Cosa ne pensa della scelta di utilizzare le banche per riscuotere la Web tax?
“Tecnicamente le banche o gli intermediari finanziari diventerebbero responsabili di imposta e non sostituti, ma al di là di questa qualificazione è da ritenere che coinvolgere nel prelievo questi soggetti sia la sola strada che possa assicurare un qualche risultato positivo, dato che ormai tutti i pagamenti avvengono tramite moneta elettronica”.
Ritiene adeguata l’aliquota dell’imposta sulle attività dematerializzate?
“L’entità dell’aliquota è una scelta chiaramente politica e quella del 6% prevista per le attività dematerializzate è, se valutata dal punto di vista tecnico, piuttosto modesta, anche se bisogna considerare che essa viene applicata sui ricavi e non sull’utile fiscale e che, probabilmente, quegli stessi ricavi concorreranno anche alla tassazione nei paesi esteri dove le società del digitale hanno sede”.
Secondo alcuni si rischia che sia pagato il 6% di imposta anche per i prodotti italiani venduti all’estero. Si tratta di un rischio concreto e vale la pena di correrlo?
“Tutto dipende da cosa faranno gli altri paesi. La verità è che l’Europa non ha una politica fiscale omogenea e men che meno coesa su questi temi e, più in generale, sulle questioni attinenti alle imposte dirette, ossia quelle che colpiscono redditi, ricavi o patrimoni. L’Europa, intesa come comunità politica, da questo punto di vista è inesistente”.
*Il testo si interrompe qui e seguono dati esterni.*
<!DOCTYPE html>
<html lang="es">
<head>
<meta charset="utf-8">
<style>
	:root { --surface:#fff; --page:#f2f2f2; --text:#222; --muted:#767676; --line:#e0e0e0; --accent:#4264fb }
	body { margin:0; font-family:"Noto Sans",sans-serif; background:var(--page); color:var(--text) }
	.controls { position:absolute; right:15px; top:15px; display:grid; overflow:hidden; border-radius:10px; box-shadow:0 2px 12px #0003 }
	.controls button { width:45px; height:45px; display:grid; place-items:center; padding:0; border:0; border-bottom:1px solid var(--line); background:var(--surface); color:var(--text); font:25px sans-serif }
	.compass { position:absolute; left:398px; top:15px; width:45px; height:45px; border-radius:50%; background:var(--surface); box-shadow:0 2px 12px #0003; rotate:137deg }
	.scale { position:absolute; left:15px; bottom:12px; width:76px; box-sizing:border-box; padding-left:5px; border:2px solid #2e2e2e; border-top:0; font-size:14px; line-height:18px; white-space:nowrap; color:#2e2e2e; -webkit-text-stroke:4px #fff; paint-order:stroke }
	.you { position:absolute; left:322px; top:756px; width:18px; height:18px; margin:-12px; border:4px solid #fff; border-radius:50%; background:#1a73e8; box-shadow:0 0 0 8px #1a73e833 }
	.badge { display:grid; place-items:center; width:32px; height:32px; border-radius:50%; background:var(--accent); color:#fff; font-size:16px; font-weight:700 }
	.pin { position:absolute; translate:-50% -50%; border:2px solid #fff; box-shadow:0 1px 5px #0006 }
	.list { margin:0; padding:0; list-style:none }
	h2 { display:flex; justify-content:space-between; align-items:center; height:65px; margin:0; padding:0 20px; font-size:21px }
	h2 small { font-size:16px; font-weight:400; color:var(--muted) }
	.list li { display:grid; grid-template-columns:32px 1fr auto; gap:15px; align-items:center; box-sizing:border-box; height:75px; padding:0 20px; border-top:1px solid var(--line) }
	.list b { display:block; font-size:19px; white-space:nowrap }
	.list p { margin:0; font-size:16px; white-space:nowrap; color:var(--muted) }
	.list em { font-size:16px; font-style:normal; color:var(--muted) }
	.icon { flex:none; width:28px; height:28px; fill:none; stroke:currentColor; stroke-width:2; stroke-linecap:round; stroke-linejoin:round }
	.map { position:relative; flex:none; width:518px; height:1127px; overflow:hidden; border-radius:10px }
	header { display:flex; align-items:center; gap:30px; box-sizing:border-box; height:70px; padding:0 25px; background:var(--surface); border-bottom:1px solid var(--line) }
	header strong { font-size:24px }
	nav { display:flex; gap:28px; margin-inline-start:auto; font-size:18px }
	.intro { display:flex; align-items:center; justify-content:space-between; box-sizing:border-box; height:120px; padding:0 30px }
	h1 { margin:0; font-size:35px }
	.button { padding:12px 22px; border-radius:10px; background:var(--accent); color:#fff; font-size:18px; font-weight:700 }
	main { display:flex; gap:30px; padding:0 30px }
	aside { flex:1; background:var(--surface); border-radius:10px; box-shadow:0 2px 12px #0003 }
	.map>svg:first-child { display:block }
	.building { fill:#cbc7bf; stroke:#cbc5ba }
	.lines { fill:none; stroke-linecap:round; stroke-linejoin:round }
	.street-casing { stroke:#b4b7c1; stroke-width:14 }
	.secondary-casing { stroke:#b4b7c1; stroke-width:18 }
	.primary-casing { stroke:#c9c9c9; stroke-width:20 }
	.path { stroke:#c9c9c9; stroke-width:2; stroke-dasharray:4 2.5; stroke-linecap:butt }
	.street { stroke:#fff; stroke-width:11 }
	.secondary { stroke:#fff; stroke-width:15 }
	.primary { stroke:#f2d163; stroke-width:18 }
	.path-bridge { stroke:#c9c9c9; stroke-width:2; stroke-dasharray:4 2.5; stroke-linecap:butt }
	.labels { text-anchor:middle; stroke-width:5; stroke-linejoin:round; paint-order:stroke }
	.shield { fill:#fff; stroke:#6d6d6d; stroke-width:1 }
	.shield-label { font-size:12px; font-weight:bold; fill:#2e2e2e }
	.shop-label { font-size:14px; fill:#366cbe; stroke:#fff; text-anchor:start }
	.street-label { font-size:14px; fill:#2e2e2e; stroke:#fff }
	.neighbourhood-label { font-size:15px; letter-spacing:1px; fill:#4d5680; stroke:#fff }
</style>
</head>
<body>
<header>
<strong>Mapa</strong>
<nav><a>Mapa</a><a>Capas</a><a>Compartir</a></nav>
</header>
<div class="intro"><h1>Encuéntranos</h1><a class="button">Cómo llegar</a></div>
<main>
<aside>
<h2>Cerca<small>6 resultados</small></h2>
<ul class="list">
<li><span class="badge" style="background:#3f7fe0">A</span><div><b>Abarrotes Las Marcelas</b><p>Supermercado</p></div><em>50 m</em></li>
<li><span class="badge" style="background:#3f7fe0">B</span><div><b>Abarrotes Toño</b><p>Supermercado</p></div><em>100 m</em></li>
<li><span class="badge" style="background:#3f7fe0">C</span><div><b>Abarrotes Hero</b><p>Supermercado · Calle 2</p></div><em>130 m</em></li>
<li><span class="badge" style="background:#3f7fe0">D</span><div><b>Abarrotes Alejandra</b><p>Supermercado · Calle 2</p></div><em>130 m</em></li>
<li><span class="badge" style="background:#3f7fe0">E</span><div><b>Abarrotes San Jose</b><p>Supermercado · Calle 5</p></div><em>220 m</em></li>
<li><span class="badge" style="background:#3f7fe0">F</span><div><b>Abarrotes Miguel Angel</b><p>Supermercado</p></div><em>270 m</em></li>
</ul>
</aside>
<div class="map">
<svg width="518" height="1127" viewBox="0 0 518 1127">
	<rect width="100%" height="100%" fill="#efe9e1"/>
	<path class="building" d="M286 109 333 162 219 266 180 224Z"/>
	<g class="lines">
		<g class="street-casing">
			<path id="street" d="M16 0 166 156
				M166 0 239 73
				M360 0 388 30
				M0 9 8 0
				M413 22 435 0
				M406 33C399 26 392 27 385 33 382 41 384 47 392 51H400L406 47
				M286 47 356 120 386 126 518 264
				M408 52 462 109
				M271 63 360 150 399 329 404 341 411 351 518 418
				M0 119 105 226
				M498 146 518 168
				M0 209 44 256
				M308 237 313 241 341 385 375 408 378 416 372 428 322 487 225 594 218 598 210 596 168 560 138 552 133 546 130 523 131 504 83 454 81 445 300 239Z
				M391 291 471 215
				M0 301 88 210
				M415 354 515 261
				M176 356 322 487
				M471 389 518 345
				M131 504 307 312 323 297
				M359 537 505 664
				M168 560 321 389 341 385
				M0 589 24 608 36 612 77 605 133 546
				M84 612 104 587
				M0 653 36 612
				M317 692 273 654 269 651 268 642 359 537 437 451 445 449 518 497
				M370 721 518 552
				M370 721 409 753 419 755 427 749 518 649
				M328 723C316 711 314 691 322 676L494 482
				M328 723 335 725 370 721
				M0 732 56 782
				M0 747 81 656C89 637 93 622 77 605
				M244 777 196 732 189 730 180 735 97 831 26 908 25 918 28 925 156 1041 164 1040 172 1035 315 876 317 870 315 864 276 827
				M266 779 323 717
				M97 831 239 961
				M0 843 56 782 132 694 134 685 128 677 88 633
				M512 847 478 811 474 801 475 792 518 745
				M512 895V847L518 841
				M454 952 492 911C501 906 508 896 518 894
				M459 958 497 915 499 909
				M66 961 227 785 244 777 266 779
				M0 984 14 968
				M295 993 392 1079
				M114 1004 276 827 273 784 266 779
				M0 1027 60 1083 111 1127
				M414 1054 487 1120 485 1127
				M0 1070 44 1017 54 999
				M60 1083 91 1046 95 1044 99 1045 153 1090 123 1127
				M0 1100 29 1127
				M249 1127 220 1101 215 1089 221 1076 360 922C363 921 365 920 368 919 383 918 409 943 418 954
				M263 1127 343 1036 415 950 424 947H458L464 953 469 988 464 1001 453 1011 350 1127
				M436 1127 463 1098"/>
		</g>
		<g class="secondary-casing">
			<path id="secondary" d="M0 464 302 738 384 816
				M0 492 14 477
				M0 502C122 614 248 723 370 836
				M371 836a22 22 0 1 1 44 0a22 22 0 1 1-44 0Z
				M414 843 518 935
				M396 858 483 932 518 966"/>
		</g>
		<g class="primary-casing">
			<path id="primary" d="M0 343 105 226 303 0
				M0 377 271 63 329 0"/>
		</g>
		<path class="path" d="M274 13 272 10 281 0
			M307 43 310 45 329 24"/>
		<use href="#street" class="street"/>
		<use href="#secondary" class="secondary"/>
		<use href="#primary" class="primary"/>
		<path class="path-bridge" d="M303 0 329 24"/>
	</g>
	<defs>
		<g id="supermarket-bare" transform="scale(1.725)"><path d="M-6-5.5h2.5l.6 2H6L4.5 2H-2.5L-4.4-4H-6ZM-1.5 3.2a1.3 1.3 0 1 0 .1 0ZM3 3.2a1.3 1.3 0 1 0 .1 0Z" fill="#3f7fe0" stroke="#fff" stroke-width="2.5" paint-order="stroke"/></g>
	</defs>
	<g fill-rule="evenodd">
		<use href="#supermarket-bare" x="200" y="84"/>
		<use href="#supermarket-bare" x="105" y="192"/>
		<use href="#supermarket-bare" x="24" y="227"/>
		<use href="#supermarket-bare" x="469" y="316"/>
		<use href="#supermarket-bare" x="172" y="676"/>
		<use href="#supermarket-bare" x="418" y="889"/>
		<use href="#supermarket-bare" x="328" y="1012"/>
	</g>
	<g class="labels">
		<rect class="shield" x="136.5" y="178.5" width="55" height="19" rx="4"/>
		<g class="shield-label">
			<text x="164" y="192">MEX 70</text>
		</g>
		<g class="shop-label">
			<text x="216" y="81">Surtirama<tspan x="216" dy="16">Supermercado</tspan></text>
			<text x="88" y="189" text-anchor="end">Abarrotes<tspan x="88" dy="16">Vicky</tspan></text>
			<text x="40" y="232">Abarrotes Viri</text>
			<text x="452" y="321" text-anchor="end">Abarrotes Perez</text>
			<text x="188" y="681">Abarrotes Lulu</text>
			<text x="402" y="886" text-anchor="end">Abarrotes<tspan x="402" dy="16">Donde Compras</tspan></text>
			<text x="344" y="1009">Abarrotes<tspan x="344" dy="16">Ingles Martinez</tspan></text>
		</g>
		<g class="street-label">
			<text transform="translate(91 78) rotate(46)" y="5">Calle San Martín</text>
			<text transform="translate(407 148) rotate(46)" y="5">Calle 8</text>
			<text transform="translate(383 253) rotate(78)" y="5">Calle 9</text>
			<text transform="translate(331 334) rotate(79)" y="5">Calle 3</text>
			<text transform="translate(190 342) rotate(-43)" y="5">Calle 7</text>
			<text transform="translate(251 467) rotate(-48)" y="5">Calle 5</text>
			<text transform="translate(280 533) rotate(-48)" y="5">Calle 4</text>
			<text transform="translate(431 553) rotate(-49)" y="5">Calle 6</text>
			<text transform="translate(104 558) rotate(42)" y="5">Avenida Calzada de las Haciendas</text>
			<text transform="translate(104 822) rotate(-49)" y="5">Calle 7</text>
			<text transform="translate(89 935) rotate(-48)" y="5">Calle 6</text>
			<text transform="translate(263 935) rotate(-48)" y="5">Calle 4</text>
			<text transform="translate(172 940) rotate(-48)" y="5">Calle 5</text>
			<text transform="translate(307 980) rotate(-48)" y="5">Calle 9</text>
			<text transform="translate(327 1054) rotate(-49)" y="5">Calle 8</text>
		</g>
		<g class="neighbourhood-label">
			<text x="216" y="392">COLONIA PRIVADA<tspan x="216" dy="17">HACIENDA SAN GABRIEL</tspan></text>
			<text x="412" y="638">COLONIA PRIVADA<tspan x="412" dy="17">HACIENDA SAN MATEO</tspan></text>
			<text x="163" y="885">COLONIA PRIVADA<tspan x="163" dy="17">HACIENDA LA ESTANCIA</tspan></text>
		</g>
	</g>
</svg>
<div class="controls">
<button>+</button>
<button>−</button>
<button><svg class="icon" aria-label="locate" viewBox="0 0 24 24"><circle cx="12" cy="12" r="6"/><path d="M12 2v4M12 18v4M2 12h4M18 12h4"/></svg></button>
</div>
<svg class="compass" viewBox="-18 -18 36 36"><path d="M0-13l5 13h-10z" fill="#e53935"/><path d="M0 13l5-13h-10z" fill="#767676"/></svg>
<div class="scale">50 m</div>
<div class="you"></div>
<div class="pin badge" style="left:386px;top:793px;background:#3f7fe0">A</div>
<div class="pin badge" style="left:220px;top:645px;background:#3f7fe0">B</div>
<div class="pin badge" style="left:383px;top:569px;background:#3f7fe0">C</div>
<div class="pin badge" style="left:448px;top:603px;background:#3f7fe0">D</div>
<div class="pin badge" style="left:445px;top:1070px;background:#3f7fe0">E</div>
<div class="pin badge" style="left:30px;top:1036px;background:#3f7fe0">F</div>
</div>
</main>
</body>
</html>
E’ ancora possibile raggiungere un accordo sulla Web tax con l’Europa?
“Me lo auguro, perché sarebbe un segno concreto della coesione dei paesi appartenenti alI’Unione Europea. In concreto però dubito che ciò possa avvenire. D’altra parte, il paese guida, la Germania, è in questo momento senza un governo con pieni poteri e mi pare difficile che una decisione di questa portata possa essere presa con una Cancelleria claudicante”.